Holliday’s BB percentage was 1.6 percent greater than Cuddyer’s, and when I subtracted their .ISOBB from one another’s, I came to find that the 1.6 percent BB percentage rate was good for .013 points in .OBP. To check this, I compared Austin Jackson and Michael Cuddyer, whom also have 1.6 percent difference in their BB percentage and came to find that the difference in .ISOBB was also .013.
|Player||PAs||BB%||.OBP||.OBP - .AVG= .ISOBB|
|Matt Holliday||675||10.2%||.390||.390 - .312= .078|
|Austin Jackson||675||7.0%||.345||.345 - .293= .052|
|Michael Cuddyer||675||8.6%||.336||.336 - .271= .065|
The next step to determining Upton’s .OBP for 2011 is to determine his .ISOBB; Bonds’ was .109 which is pretty astronomical, and we have already established the fact that Upton’s will be around .013 to .020 different based on his lower BB percentage. Upton’s .ISOBB should end up around .093.

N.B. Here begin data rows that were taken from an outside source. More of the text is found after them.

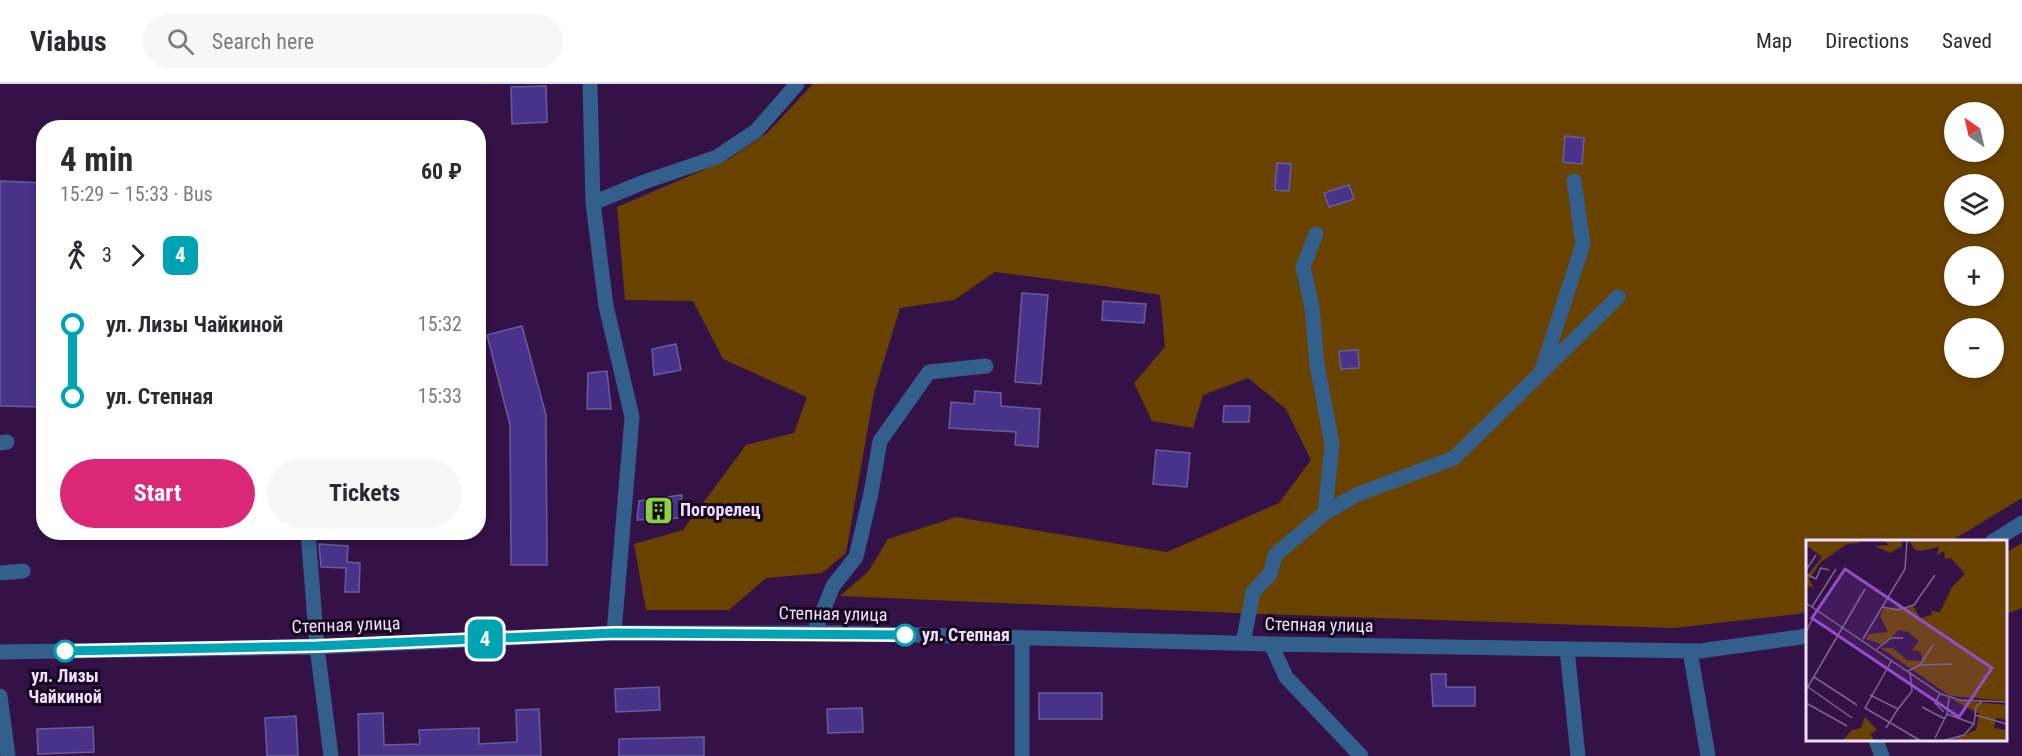 <!DOCTYPE html>
<html lang="en">
<head>
<meta charset="utf-8">
<style>
  :root { --surface:#fff; --page:#f7f7f7; --text:#2b2b33; --muted:#7c7c81; --line:#e1e1e2; --accent:#db2777 }
  body { margin:0; font-family:"Roboto Condensed",sans-serif; background:var(--page); color:var(--text); height:100vh; display:flex; flex-direction:column; font-size:22px; white-space:nowrap }
  * { box-sizing:border-box; margin:0 }
  p { font-size:20px; color:var(--muted) }
  .icon { flex:none; width:33px; height:33px; fill:none; stroke:currentColor; stroke-width:2; stroke-linecap:round; stroke-linejoin:round }
  .map { position:relative; flex:1; overflow:hidden }
  .side { position:absolute; left:36px; top:36px; width:450px; height:420px; display:flex; flex-direction:column; background:var(--surface); border-radius:24px; box-shadow:0 3px 9px #0003 }
  .side>* { flex:none }
  .badge { padding:0 12px; border-radius:9px; font-size:21px; line-height:39px }
  .needle { width:39px; rotate:326deg }
  .tools { position:absolute; left:1944px; top:18px; display:grid; gap:12px }
  .tools a { display:grid; place-items:center; width:60px; height:60px; border-radius:50%; background:var(--surface); box-shadow:0 3px 9px #0003; font-size:30px }
  .map>.badge { position:absolute; translate:-50% -50%; box-shadow:0 0 0 3px #fff }
  .legs { display:flex; align-items:center; gap:9px; height:66px; padding:0 24px; font-size:20px }
  .legs p { margin-inline-start:auto }
  .head { display:flex; align-items:center; justify-content:space-between; height:102px; padding:0 24px }
  h1 { font-size:33px; font-weight:700; line-height:45px }
  .cta { display:flex; gap:12px; margin-top:auto; padding:12px 24px }
  .cta a { flex:1; height:69px; border-radius:36px; background:var(--accent); color:#fff; font-size:24px; font-weight:700; line-height:69px; text-align:center }
  .cta a+a { background:var(--page); color:var(--text) }
  ul { padding:0 24px; list-style:none }
  li { display:flex; align-items:center; gap:21px; height:72px; font-size:22px }
  li i { display:grid; place-items:center; width:9px; height:100%; margin:0 8px; background:currentColor }
  li i::after { content:''; width:15px; height:15px; margin:-8px; border:4px solid; border-radius:50%; background:var(--surface) }
  li p { margin-inline-start:auto }
  li:first-child i { background:linear-gradient(#0000 50%,currentColor 0) }
  li:last-child i { background:linear-gradient(currentColor 50%,#0000 0) }
  header { display:flex; align-items:center; gap:36px; box-sizing:border-box; height:84px; padding:0 30px; background:var(--surface); border-bottom:2px solid var(--line) }
  header strong { font-size:28px }
  nav { display:flex; gap:33px; margin-inline-start:auto; font-size:21px }
  .search { width:420px; height:54px; background:var(--page); display:flex; align-items:center; gap:15px; box-sizing:border-box; padding:0 21px; border-radius:33px; color:var(--muted); font-size:22px }
  .map>svg:first-child { display:block }
  .green { fill:#6a4200; fill-rule:evenodd }
  .building { fill:#493289; stroke:#685d9c; stroke-width:1.5 }
  .lines { fill:none; stroke-linecap:round; stroke-linejoin:round }
  .minor { stroke:#335f8d; stroke-width:15 }
  .line-1-casing { stroke:#fff; stroke-width:14 }
  .line-1 { stroke:#00a3b4; stroke-width:9 }
  .stop-1-dot { fill:#fff; stroke:#00a3b4; stroke-width:3 }
  .labels { text-anchor:middle; stroke-width:6; stroke-linejoin:round; paint-order:stroke }
  .poi-label { font-size:18px; font-weight:bold; fill:#f0ddff; stroke:#15071d; text-anchor:start }
  .street-label { font-size:18px; fill:#f0ddff; stroke:#15071d }
  .stop-label { font-size:18px; font-weight:bold; fill:#f0ddff; stroke:#15071d; text-anchor:start }
  .inset-road { fill:none; stroke:#7f6391; stroke-width:1.5 }
  .view { fill:#924fcc; fill-opacity:0.15; stroke:#924fcc; stroke-width:3 }
  .inset-edge { fill:none; stroke:#f0ddff; stroke-width:3 }
</style>
</head>
<body>
<header>
<strong>Viabus</strong>
<div class="search"><svg class="icon" aria-label="search" viewBox="0 0 24 24"><circle cx="10" cy="10" r="6"/><path d="M15 15l6 6"/></svg>Search here</div>
<nav><a>Map</a><a>Directions</a><a>Saved</a></nav>
</header>
<div class="map">
<svg width="2022" height="672" viewBox="0 0 2022 672">
  <rect width="100%" height="100%" fill="#341247"/>
  <path class="green" d="M813,0h1209v414l-71,43 -143,1 -1,69 -8,3 -126,14 -414,-14 -419,-18 28,-24 20,-33 68,-22 211,35 112,-49 32,-43 -25,-51 -38,-31 -45,17 -10,33 -41,-7 -18,-38 31,-36 -5,-52 -56,-9 -109,-14 -41,28 -54,8 -26,85 -28,160 -24,20 -56,5 -37,32h-83l-12,-66 49,-14 63,-85 48,-12 13,-36 -84,-38 -30,-58 -68,-1 -8,-93 112,-48 38,-26zM1954,28h40v40h-40zM1954,100h40v40h-40zM1954,172h40v40h-40zM1954,244h40v40h-40z
    M2022,459v65l-16,6v-61z"/>
  <path class="building" d="M546,2l1,36 -35,2 -1,-37z
    M1565,52l19,2 -2,26 -19,-2z
    M1277,79l14,1 -2,27 -14,-1z
    M0,97l44,2v224l-44,-1z
    M1349,101l5,14 -25,8 -5,-14z
    M1022,209l26,2 -7,89 -26,-2z
    M1103,217l43,3 -2,19 -42,-3z
    M522,242l24,89 1,150h-36l-1,-140 -23,-90z
    M676,260l5,26 -27,5 -2,-26z
    M1358,266l1,18 -18,1 -2,-18z
    M607,287l4,38h-24l1,-36z
    M975,307l26,2v13l39,3 -2,38 -23,-2 1,-13 -67,-4 2,-26 23,2z
    M1224,322h26l-1,16h-26z
    M1156,366l34,3 -3,34 -34,-3z
    M682,411l-3,23 -42,2 2,-19z
    M319,460l29,2 -1,16 13,1 -1,29h-14l1,-24 -25,-1z
    M1431,590h15v13h29v19h-42z
    M659,603l1,23 -44,2 -1,-23z
    M1039,609h63v26h-63z
    M862,624l1,24 -35,1 -1,-24z
    M539,625l2,47h-182l-1,-42 25,-1 1,32 36,-1 -1,-14 60,-2v16l38,-2 -1,-32z
    M296,632l2,40h-31l-2,-38z
    M93,643l1,25 -56,2 -1,-25z
    M704,653v19h-85v-17z"/>
  <g class="lines">
    <path class="minor" d="M590,0l3,119 13,103 26,111 -18,216
      M593,119l51,-21 73,-25 39,-26 41,-47
      M1542,286l41,-126 -9,-63
      M0,359l7,-1
      M1325,429l31,-18 98,-37 164,-161
      M308,448l9,115 14,109
      M1992,458l30,-19
      M0,489l23,-2
      M814,549l19,-47 23,-29 15,-64 9,-52 49,-69 57,-6
      M1022,554v118
      M1243,559l10,-51 17,-18 5,-19 50,-42 7,-69 -15,-79 -5,-58 -9,-40 13,-33
      M1271,560l15,33 75,79
      M1567,565l11,107
      M1690,567l18,105
      M0,568l317,-5 297,-14h223l434,11 429,7 101,-14 7,-2
      M0,612l8,60
      M1876,656l6,16"/>
  </g>
  <g class="lines">
    <defs>
      <path id="line-1" d="M65,567l252,-5 297,-13 291,2"/>
    </defs>
    <use href="#line-1" class="line-1-casing"/>
    <use href="#line-1" class="line-1"/>
  </g>
  <defs>
    <symbol id="building-square" viewBox="-11 -11 22 22"><rect x="-9" y="-9" width="18" height="18" rx="4" fill="#8ece43" stroke="#15071d"/><path d="M-4-6H4V6H1V3H-1V6H-4ZM-2.5-4.3h1.7v1.8h-1.7ZM.8-4.3h1.7v1.8H.8ZM-2.5-1h1.7V.8h-1.7ZM.8-1h1.7V.8H.8Z" fill="#111"/></symbol>
  </defs>
  <g fill-rule="evenodd">
    <use href="#building-square" x="642" y="410" width="33" height="33"/>
  </g>
  <g class="stop-1-dot">
    <circle cx="905" cy="551" r="10"/>
    <circle cx="65" cy="567" r="10"/>
  </g>
  <g class="labels">
    <g class="poi-label">
      <text x="680" y="432">Погорелец</text>
    </g>
    <g class="street-label">
      <text transform="translate(833 530) rotate(1)" y="6">Степная улица</text>
      <text transform="translate(346 541) rotate(-2)" y="6">Степная улица</text>
      <text transform="translate(1319 541) rotate(1)" y="6">Степная улица</text>
    </g>
    <g class="stop-label">
      <text x="922" y="557">ул. Степная</text>
      <text x="65" y="598" text-anchor="middle">ул. Лизы<tspan x="65" dy="21">Чайкиной</tspan></text>
    </g>
  </g>
  <g transform="translate(1806 456)">
    <rect width="201" height="201" fill="#341247"/>
    <path d="M0,0h51l2,3 -12,1 -26,18 -12,17 5,9 -8,-3v-8l16,-20 -16,-12zM77,0h19v6l-12,7 -15,-7 14,-1zM103,0h98v161l-57,-5 -69,-48h12l14,12 15,1 -1,-9 -9,-2 7,-9 -11,-9 -9,-2 -16,15 -17,-6 3,-5 19,-2 -8,-16 4,-8 30,-1 6,11 12,-3 -1,-4 9,1 12,-25 13,-13 -14,-16 -6,1 -1,-8 -7,4 2,-8 -18,4 -6,-1zM147,160l54,5v15l-11,-2 -2,10 13,2v11h-58l27,-11 3,-16zM59,177l12,13 -7,4 5,7h-33l10,-11 9,-2z" fill="#6a4200"/>
    <path class="inset-road" d="M0,30l10,-15M0,34l10,5 5,-11 8,2M0,63l135,91 18,6 48,2M6,67l24,-38M76,67l16,3 16,-5 21,-30M0,92l11,-22M57,99l42,-70 2,-29M71,109l14,-11h12M86,120l-27,48 56,33M114,125l32,-1M102,131l12,-6 13,-20M8,137l43,28M2,147l44,31M0,150l59,-101M134,153l-5,10 9,9M64,155l28,14 -12,19M0,163l41,23M116,167l23,12M92,169l14,-18 -2,-19M141,174l27,10 2,-17 6,-6M169,175l32,9M129,198l12,-24 2,-16M136,201l22,-6 10,-11"/>
    <path class="view" d="M39,29l147,99 -33,49 -147,-99z"/>
    <rect width="201" height="201" class="inset-edge"/>
  </g>
</svg>
<div class="tools">
<a><svg class="needle" viewBox="-14 -14 28 28"><path d="M0-13l5 13h-10z" fill="#e53935"/><path d="M0 13l5-13h-10z" fill="#7c7c81"/></svg></a>
<a><svg class="icon" aria-label="layers" viewBox="0 0 24 24"><path d="M12 4l9 5-9 5-9-5zM3 14l9 5 9-5"/></svg></a>
<a>+</a>
<a>−</a>
</div>
<b class="badge" style="left:485px;top:555px;background:#00a3b4;color:#fff">4</b>
<section class="side">
<div class="head"><div><h1>4 min</h1><p>15:29 – 15:33 · Bus</p></div><b>60 ₽</b></div>
<div class="legs"><svg class="icon" aria-label="walk" viewBox="0 0 24 24"><circle cx="13" cy="4" r="2"/><path d="M13 8l-2 6 4 7M11 14l-3 7M7 12l3-4h3l4 4"/></svg>3<svg class="icon" aria-label="forward" viewBox="0 0 24 24"><path d="M9 5l7 7-7 7"/></svg><b class="badge" style="background:#00a3b4;color:#fff">4</b></div>
<ul>
<li><i style="color:#00a3b4"></i><b>ул. Лизы Чайкиной</b><p>15:32</p></li>
<li><i style="color:#00a3b4"></i><b>ул. Степная</b><p>15:33</p></li>
</ul>
<div class="cta"><a>Start</a><a>Tickets</a></div>
</section>
</div>
</body>
</html>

The .279 average that Bond’s posted was lowered significantly by a .248 average one year. In fact, over the course of both players’ earlier careers, Upton has shown that he possesses a far better batting average. He hit over .300 in his second full season, a feat Bond’s didn’t accomplish until his fourth season. So Upton, we can assume (safely), will probably hit higher than .279 in 2011; let’s say .284. Which when adding in his .ISOBB, puts his .OPB at .377.
The last thing to consider is slugging percentage, and Bonds probably edges out Justin Upton in this category. How much? Well, during their first 1,700 PAs, Bonds’ .ISO was .014 better at .213, compared to Upton’s .199. Over the next three seasons, Bond’s didn’t improve much, rising to about .219. If Upton follows the same improvement, he should float in around .205 which would put him at a .489 slugging percentage.
All in all, Upton’s 2011 season should look something like this: .284/.377/.489 with about 25 home runs and 95 RBI. I’ll be curious to see exactly what he does end up doing. As for the predictions by the mathematicians/computers that are paid/designed to do predictions, when the average of fangraph.com’s “Marcel” and “Bill James” predictions are taken, it results in a .285/.367/.489 line…pretty similar to what I came up with actually.
So is Justin Upton the next Barry Bonds? We’ll have to see, but I would say yes.